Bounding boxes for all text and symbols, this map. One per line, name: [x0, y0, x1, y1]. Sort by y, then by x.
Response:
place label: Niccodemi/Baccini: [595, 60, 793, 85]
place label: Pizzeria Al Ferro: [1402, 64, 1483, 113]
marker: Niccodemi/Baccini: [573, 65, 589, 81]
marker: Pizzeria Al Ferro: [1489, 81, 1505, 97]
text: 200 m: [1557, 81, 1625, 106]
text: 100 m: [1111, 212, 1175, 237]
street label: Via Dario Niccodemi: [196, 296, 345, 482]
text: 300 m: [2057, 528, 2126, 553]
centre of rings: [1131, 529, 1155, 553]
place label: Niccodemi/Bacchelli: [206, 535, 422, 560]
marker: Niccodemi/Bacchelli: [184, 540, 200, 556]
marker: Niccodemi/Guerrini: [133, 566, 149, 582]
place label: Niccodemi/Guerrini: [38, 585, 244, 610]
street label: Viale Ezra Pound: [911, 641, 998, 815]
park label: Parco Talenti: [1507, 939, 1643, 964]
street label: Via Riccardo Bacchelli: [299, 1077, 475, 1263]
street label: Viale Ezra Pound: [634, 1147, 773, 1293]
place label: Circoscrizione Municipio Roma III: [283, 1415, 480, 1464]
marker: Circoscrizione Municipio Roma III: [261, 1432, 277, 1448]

### PROBLEM STATEMENT
Which lines of the records above contain the word "Bacchelli"? Report each one.

### REPLY TO THE EXERCISE
place label: Niccodemi/Bacchelli: [206, 535, 422, 560]
marker: Niccodemi/Bacchelli: [184, 540, 200, 556]
street label: Via Riccardo Bacchelli: [299, 1077, 475, 1263]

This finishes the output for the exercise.